Graham Harvey

Personal information
- Date of birth: 23 April 1961 (age 64)
- Place of birth: Musselburgh, Scotland
- Position: Forward

Senior career*
- Years: Team / Apps / (Gls)
- 1982–1984: Hibernian / 31 / (3)
- 1984–1989: Dundee / 125 / (38)
- 1989–1992: Airdrieonians / 56 / (19)
- 1992–1995: Instant-Dict FC / ? / (9)
- 1995–1998: Livingston / 77 / (33)
- 1998–1999: Bonnyrigg Rose

International career
- Hong Kong League XI

= Graham Harvey (footballer) =

Scottish footballer

Graham Harvey (born 23 April 1961) is a Scottish former footballer.
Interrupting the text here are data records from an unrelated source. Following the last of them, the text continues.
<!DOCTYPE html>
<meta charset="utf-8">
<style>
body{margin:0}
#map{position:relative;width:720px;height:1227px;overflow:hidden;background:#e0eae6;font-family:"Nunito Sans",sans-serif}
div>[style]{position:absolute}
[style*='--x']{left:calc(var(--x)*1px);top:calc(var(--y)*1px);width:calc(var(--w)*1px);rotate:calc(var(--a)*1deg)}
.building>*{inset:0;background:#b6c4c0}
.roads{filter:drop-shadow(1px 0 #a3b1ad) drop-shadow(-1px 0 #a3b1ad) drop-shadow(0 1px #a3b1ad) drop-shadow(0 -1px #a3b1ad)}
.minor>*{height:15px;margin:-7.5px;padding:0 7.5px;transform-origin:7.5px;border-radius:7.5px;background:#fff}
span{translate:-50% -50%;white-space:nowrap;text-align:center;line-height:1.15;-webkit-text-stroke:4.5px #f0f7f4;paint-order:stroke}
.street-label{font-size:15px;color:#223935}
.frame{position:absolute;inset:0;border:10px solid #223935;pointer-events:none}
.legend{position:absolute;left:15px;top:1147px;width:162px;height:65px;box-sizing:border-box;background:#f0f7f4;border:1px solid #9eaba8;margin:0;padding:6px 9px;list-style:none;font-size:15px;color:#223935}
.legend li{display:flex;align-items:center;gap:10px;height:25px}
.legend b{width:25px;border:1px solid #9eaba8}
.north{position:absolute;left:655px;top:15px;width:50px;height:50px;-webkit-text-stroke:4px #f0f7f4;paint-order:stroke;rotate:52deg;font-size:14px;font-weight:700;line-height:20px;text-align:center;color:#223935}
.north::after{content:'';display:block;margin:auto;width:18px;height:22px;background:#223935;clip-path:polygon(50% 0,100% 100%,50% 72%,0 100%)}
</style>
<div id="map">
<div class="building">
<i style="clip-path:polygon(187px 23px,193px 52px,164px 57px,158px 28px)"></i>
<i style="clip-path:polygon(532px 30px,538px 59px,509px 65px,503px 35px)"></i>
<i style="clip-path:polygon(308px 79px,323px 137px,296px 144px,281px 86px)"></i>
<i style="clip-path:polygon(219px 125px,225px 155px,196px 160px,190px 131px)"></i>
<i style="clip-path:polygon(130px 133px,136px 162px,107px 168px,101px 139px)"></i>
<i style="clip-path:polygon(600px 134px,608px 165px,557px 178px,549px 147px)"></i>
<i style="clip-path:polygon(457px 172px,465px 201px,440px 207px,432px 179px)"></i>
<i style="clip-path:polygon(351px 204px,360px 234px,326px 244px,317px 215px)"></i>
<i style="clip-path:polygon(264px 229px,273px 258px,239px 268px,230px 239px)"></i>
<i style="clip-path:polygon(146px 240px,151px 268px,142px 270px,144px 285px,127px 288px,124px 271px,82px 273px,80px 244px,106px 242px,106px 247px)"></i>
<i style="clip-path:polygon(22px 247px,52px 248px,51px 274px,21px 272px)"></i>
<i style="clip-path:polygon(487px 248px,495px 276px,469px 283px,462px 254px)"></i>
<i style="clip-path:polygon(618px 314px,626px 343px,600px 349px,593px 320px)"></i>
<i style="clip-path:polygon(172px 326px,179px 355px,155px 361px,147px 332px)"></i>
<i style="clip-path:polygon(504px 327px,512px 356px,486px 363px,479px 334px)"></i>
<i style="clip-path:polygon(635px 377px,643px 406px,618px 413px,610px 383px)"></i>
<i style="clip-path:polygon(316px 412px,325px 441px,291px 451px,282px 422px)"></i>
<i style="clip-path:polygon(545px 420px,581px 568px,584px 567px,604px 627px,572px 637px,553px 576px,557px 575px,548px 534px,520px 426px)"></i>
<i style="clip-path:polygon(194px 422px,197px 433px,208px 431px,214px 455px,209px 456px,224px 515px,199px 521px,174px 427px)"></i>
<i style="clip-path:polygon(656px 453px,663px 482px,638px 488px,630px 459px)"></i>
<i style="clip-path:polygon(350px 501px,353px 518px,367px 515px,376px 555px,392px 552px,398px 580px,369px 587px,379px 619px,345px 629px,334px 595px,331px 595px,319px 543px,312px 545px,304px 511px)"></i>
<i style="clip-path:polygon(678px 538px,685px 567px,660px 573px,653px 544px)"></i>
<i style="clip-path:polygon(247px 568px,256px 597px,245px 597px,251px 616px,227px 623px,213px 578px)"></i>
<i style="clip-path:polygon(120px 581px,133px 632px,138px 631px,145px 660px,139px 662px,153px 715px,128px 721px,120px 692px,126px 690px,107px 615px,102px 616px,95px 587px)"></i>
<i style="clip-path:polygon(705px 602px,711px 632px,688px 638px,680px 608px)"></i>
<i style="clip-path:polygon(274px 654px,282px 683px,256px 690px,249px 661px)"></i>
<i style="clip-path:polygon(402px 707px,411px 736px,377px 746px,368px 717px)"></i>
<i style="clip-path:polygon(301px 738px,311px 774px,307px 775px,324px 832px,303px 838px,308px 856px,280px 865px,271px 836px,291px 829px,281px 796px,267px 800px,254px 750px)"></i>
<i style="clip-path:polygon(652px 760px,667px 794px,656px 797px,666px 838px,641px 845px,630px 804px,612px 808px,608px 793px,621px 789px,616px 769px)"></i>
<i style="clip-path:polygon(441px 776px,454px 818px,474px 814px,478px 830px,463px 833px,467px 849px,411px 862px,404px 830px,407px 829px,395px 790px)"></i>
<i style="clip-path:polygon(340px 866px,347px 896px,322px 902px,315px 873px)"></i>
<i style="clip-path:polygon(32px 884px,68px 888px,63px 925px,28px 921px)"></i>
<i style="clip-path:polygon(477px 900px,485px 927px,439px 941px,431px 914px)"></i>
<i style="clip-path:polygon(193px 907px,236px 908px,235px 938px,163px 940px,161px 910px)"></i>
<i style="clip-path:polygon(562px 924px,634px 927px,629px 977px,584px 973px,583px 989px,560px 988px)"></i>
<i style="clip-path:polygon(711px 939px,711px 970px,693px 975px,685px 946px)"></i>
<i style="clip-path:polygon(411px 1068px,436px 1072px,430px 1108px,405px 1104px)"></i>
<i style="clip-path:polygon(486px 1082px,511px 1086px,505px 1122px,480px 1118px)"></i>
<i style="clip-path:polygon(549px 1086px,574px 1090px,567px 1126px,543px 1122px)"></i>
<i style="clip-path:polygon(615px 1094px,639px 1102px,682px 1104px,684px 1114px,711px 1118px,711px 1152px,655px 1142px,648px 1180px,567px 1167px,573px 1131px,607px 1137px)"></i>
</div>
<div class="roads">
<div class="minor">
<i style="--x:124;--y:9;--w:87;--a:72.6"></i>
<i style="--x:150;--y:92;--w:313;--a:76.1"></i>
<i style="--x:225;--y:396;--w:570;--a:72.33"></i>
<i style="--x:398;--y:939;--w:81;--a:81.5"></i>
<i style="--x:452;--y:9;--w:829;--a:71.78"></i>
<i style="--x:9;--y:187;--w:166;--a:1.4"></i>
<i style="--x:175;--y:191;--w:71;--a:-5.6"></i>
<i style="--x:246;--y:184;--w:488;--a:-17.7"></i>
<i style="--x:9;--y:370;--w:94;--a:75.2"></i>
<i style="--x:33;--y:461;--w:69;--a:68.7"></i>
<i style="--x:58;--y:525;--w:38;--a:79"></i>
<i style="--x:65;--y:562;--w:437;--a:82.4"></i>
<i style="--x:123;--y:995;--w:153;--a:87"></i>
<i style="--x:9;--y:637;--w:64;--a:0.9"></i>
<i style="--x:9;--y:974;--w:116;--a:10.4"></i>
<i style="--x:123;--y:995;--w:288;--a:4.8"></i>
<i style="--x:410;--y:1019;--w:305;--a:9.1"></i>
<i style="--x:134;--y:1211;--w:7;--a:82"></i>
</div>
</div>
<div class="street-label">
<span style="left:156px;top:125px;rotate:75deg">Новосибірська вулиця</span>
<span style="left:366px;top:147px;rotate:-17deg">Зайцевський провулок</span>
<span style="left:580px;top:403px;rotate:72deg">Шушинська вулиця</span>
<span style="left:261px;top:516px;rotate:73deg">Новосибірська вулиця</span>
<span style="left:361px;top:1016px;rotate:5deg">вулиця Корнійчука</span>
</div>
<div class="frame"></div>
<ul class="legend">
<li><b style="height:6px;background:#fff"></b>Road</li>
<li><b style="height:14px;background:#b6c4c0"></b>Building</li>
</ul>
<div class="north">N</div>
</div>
He played as a forward for teams including Hibernian, Dundee, Airdrieonians, Instant-Dict and Livingston.

==Playing career==
Harvey started his career with Hibernian before signing for Dundee in 1984. Motherwell attempted to sign the striker in 1998, but he eventually signed for Airdrieonians the following year.

In 1992, he signed for Hong Kong side Instant-Dict FC.

After three years playing abroad, Harvey returned to Scotland to sign for Livingston in 1995.

He signed for Bonnyrigg Rose in 1998.

==Coaching career==
After retiring from playing, Harvey became the assistant manager at Bonnyrigg Rose.